*Task brief:*
Pull every line with "Szpital" from the entries below.

*Collected data entries:*
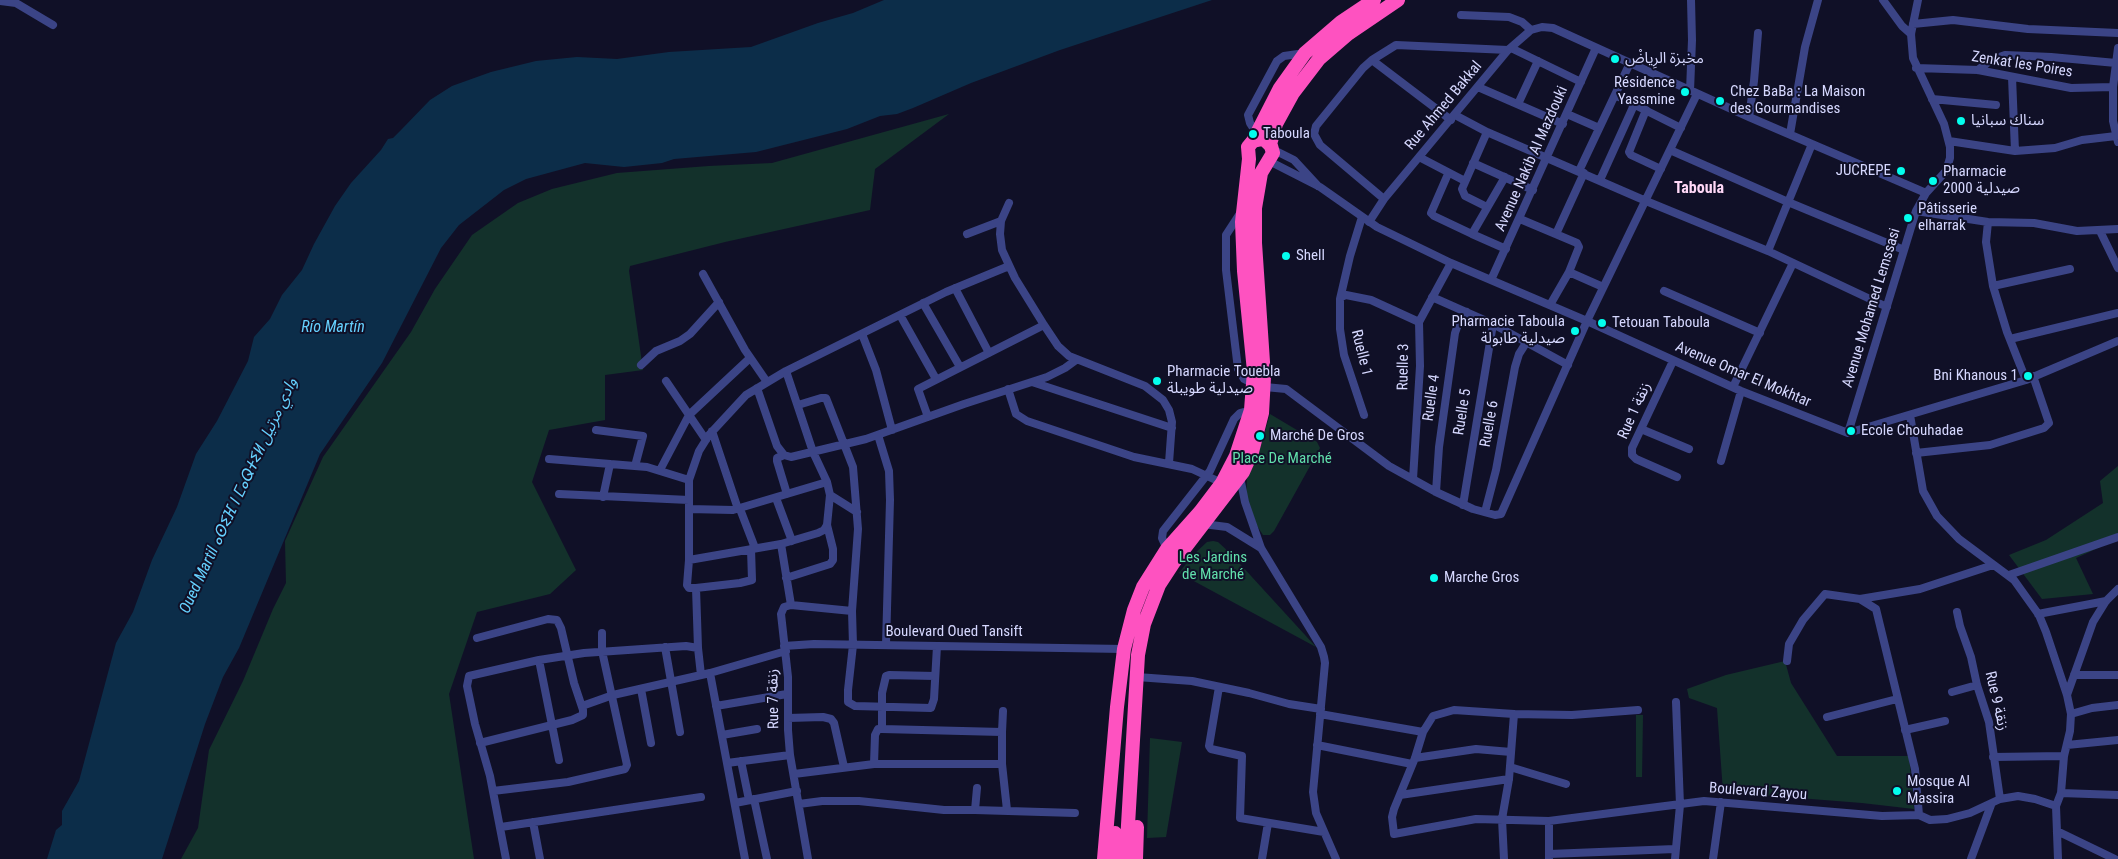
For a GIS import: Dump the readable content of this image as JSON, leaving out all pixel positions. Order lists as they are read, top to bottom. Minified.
{"streets":{"street":["Zenkat les Poires","Rue Ahmed Bakkal","Avenue Nakib Al Mazdouki","Avenue Mohamed Lemssasi","Ruelle 1","Ruelle 3","Avenue Omar El Mokhtar","Ruelle 4","Rue 1 زنقة","Ruelle 5","Ruelle 6","Boulevard Oued Tansift","Rue 7 زنقة","Rue 9 زنقة","Boulevard Zayou"]},"crossings":[["Zenkat les Poires","Avenue Mohamed Lemssasi"],["Rue Ahmed Bakkal","Avenue Omar El Mokhtar"],["Avenue Nakib Al Mazdouki","Avenue Omar El Mokhtar"],["Avenue Mohamed Lemssasi","Avenue Omar El Mokhtar"],["Ruelle 1","Avenue Omar El Mokhtar"],["Ruelle 3","Avenue Omar El Mokhtar"],["Avenue Omar El Mokhtar","Rue 1 زنقة"],["Boulevard Oued Tansift","Rue 7 زنقة"],["Rue 9 زنقة","Boulevard Zayou"]],"districts":["Taboula"],"water":["Río Martín","Oued Martil ⴰⵙⵉⴼ ⵏ ⵎⴰⵕⵜⵉⵍ وادي مرتيل"],"parks":["Place De Marché","Les Jardins de Marché"],"places":["مخبزة الرِياضْ","Résidence Yassmine","Chez BaBa : La Maison des Gourmandises","سناك سبانيا","Taboula","JUCREPE","Pharmacie 2000 صيدلية","Pâtisserie elharrak","Shell","Tetouan Taboula","Pharmacie Taboula صيدلية طابولة","Bni Khanous 1","Pharmacie Touebla صيدلية طويبلة","Ecole Chouhadae","Marché De Gros","Marche Gros","Mosque Al Massira"]}
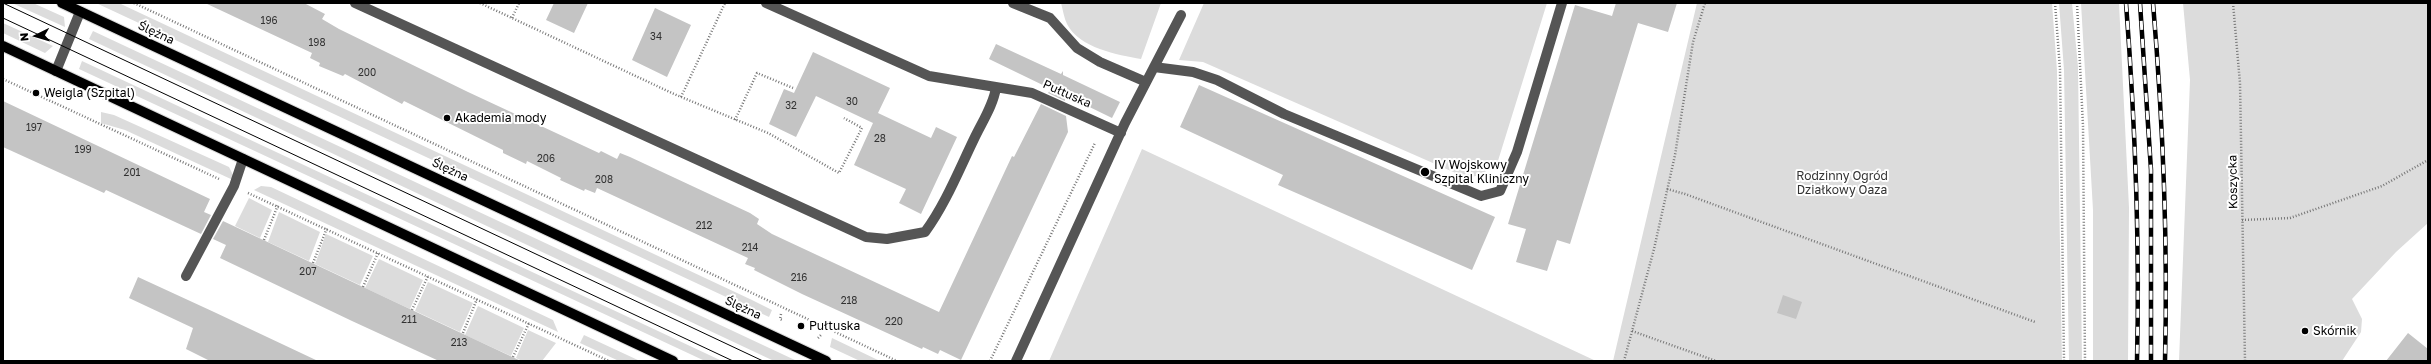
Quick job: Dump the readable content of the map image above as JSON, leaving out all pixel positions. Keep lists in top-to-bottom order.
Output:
{
  "streets": {
    "main road": ["Ślężna"],
    "street": ["Pułtuska"],
    "path": ["Koszycka"]
  },
  "parks": ["Rodzinny Ogród Działkowy Oaza"],
  "places": [
    "Weigla (Szpital)",
    "Akademia mody",
    "IV Wojskowy Szpital Kliniczny",
    "Pułtuska",
    "Skórnik"
  ],
  "house_numbers": [
    "196",
    "34",
    "198",
    "200",
    "30",
    "32",
    "197",
    "28",
    "199",
    "206",
    "201",
    "208",
    "212",
    "214",
    "207",
    "216",
    "218",
    "211",
    "220",
    "213"
  ],
  "north": "left"
}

*Exercise solution:*
    "Weigla (Szpital)",
    "IV Wojskowy Szpital Kliniczny",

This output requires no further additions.